Durante os últimos dias, quem entrou no Pirate Bay foi convidado a assistir um dos vídeos-protesto mais interessantes sobre o assunto. Um rap chamado “SOPA cabana”. O mais curioso é que o vídeo é resultado justamente da força colaborativa e criativa da internet que está ameaçada pelo SOPA. Dan Bull, o criador do vídeo, pediu aos seus seguidores no Twitter ideias para escrever uma canção sobre o SOPA. Após concluir a música, ele foi ao Facebook e pediu voluntários para tirarem fotos mostrando partes da letra. O resultado ficou impressionante.


QUAL VAI SER O IMPACTO DO SOPA?

Os internautas já estão encontrando formas de burlar o SOPA antes mesmo de ele ser aprovado. Aliás, esta é a principal crítica ao projeto: tudo que ele não faz é impedir a pirataria, já que qualquer um pode furar o bloqueio DNS. Porém, isso não significa que a internet não será prejudicada e tampouco que os únicos afetados serão os norte-americanos.

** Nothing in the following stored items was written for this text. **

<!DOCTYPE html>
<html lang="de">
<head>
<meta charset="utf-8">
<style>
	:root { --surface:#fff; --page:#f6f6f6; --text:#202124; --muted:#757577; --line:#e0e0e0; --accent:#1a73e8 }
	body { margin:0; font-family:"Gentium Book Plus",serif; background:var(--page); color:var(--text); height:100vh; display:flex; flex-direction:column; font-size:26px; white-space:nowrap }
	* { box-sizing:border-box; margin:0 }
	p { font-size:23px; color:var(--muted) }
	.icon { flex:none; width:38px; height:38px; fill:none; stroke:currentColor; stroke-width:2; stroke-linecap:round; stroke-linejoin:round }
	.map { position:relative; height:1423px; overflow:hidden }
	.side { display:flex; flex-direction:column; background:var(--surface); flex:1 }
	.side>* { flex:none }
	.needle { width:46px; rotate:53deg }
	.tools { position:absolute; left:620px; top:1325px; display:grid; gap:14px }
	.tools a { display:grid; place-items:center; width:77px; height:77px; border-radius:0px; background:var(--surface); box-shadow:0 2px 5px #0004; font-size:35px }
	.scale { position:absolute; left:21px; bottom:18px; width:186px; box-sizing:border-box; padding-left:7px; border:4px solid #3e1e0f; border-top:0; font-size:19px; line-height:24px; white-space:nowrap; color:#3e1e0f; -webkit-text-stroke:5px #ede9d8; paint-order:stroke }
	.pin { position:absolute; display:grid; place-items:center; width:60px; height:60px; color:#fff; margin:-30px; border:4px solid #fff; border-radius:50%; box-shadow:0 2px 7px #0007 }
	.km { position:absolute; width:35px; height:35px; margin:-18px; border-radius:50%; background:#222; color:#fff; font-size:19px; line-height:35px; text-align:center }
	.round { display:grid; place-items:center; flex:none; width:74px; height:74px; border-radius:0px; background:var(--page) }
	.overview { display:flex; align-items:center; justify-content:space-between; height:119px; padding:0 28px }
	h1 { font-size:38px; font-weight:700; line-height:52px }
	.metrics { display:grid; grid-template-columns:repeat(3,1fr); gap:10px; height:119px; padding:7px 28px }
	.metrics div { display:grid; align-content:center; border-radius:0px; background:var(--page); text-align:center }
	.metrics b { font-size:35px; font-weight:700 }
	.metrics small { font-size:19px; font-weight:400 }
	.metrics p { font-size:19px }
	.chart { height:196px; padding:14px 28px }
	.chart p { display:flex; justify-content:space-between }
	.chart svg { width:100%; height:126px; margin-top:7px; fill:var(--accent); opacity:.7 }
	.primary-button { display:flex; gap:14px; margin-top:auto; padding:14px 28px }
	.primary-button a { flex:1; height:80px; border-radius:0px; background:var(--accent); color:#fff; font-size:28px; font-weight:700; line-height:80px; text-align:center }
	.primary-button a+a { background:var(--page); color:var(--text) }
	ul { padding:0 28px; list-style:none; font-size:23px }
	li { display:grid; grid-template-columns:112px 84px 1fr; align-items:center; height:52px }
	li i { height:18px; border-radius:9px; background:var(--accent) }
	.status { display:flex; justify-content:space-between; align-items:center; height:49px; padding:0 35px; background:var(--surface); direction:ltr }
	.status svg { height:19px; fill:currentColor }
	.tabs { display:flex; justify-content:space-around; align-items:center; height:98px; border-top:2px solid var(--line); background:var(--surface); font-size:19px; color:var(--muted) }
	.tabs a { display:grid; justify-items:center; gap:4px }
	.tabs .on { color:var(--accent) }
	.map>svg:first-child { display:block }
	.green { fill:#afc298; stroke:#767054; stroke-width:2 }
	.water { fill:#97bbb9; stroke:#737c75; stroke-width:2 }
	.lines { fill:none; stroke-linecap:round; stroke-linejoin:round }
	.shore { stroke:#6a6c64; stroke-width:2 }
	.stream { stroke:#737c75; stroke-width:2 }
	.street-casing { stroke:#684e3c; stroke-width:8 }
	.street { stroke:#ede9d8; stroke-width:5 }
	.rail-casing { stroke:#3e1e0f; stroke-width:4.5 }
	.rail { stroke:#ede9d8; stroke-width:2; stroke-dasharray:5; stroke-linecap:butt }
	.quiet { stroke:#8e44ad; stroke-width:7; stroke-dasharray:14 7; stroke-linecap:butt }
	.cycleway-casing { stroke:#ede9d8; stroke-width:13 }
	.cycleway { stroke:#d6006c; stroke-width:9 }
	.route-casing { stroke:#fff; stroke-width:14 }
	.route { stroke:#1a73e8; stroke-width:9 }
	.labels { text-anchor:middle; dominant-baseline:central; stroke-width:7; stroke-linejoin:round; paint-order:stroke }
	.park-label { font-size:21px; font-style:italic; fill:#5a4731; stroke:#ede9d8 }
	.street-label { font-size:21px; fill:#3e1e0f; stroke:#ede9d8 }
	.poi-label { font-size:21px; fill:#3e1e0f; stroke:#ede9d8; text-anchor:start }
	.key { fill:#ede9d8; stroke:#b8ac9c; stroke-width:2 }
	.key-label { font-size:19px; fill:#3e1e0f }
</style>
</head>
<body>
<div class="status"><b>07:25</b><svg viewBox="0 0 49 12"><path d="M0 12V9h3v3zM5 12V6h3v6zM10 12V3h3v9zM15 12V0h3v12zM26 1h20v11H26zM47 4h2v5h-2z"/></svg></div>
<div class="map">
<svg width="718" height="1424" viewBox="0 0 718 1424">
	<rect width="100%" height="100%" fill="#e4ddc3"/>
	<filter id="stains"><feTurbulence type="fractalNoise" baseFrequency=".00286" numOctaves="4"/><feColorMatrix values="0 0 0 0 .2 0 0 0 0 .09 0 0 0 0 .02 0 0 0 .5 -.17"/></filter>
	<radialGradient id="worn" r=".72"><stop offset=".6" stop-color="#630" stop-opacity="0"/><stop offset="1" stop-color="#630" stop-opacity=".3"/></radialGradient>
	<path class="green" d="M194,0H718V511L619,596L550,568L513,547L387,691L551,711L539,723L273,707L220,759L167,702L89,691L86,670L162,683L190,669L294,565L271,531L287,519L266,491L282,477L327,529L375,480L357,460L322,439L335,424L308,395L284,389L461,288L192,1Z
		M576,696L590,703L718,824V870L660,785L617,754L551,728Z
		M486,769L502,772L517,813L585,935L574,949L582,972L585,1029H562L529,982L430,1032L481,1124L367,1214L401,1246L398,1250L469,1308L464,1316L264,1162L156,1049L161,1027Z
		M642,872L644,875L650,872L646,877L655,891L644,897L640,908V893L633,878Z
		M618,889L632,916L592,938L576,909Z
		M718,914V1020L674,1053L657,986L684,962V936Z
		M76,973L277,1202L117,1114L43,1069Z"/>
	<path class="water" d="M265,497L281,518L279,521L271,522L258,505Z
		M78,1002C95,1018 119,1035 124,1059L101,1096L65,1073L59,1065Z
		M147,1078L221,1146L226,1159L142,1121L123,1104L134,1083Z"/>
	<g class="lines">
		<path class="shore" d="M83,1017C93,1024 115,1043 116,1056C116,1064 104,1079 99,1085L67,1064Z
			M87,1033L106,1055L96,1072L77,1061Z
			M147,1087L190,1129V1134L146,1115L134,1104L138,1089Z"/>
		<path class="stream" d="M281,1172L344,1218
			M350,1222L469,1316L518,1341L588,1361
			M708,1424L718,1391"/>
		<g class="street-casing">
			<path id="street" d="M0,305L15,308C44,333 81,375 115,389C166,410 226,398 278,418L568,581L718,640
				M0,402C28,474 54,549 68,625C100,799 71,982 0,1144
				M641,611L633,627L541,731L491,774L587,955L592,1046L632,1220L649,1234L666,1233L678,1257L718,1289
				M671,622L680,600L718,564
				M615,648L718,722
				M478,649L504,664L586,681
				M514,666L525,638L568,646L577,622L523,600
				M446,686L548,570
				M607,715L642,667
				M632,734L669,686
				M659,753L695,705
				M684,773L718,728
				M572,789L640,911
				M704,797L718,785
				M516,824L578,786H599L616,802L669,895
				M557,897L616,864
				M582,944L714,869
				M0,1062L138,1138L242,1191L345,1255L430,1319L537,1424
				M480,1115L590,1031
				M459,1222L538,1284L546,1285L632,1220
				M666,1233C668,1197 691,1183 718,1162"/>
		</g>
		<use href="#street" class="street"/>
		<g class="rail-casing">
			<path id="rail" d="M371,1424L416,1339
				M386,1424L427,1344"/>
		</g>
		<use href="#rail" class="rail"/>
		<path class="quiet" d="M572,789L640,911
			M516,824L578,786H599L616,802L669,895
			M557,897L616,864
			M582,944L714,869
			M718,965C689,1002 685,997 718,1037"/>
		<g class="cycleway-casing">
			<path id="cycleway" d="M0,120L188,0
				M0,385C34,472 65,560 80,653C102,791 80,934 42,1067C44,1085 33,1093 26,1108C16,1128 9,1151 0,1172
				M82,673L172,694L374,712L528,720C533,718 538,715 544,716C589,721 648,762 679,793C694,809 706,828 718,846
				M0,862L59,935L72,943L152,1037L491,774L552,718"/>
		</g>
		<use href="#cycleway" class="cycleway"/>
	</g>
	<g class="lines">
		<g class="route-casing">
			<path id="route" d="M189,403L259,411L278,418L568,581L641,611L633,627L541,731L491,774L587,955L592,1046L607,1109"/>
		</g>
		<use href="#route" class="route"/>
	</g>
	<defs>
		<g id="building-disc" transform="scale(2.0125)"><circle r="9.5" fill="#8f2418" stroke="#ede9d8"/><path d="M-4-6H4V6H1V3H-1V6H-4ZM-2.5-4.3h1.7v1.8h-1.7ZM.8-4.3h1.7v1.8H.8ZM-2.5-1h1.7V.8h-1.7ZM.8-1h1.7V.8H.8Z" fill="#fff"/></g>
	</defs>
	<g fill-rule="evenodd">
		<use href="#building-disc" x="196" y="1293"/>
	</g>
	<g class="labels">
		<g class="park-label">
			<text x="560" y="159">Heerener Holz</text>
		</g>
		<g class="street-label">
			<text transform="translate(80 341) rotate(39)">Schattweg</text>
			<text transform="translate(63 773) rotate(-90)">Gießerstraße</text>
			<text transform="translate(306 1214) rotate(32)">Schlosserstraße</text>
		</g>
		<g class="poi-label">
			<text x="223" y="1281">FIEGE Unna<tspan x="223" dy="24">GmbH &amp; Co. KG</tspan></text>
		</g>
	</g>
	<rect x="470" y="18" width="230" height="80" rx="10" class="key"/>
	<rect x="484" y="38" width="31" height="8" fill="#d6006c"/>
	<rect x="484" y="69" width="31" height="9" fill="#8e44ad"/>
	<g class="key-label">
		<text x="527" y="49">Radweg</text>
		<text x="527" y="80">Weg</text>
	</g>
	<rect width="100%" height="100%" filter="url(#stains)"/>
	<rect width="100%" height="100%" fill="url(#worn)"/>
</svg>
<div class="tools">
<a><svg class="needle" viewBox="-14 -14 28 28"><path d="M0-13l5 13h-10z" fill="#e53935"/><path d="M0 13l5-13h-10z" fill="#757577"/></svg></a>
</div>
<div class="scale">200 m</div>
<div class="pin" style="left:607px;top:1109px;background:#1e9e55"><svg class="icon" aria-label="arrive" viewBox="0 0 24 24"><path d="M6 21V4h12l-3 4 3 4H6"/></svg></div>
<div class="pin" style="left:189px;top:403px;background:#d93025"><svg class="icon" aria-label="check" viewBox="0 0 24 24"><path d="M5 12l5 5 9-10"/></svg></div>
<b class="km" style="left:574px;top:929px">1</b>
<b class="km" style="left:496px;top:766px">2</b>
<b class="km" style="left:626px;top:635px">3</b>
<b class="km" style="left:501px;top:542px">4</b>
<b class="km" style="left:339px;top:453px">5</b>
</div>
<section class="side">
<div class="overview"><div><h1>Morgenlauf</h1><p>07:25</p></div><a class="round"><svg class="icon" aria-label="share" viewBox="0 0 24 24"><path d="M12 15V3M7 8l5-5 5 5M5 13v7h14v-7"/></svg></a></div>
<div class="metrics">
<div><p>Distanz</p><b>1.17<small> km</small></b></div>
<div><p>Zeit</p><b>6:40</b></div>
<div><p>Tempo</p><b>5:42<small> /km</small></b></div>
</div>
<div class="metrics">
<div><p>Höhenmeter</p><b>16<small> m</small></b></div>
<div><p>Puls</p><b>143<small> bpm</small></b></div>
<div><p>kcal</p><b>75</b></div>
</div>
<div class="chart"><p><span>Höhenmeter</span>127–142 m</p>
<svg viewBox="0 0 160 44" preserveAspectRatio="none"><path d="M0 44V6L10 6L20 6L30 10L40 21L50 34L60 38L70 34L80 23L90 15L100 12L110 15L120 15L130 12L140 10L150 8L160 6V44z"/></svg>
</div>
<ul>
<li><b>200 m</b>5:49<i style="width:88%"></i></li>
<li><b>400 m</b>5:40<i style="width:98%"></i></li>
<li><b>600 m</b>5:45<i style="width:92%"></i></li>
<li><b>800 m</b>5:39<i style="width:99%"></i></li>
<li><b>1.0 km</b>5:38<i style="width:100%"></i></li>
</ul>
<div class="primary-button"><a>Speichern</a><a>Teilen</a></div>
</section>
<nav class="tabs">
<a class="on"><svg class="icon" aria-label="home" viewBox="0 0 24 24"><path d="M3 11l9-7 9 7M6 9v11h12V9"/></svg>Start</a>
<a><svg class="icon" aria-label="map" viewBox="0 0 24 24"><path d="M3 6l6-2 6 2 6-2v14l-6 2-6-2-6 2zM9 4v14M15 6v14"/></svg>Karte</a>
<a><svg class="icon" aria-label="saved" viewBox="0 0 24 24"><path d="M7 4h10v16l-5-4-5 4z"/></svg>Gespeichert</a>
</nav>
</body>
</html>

Especialistas em segurança da informação afirmam que com esta lei em vigor, se tornará impossível implementar um novo protocolo DNS, denominado DNSSEC, que tornaria a internet mais segura. Como já foi dito, o SOPA acabará também por inibir a criatividade, a inovação e a circulação de informação na rede. Além disso, uma vez aprovada nos Estados Unidos, esta lei fatalmente se espalhará por outros países.

Não é um cenário nada animador, mas gosto de enxergar a internet como o monstro da mitologia grega, Hidra de Lerna. Corte uma de suas cabeças e duas novas nascem no lugar. Se algum desses projetos de lei for aprovado, o golpe será duro, é verdade, mas acredito que a internet encontrará o seu caminho como já fez outras vezes.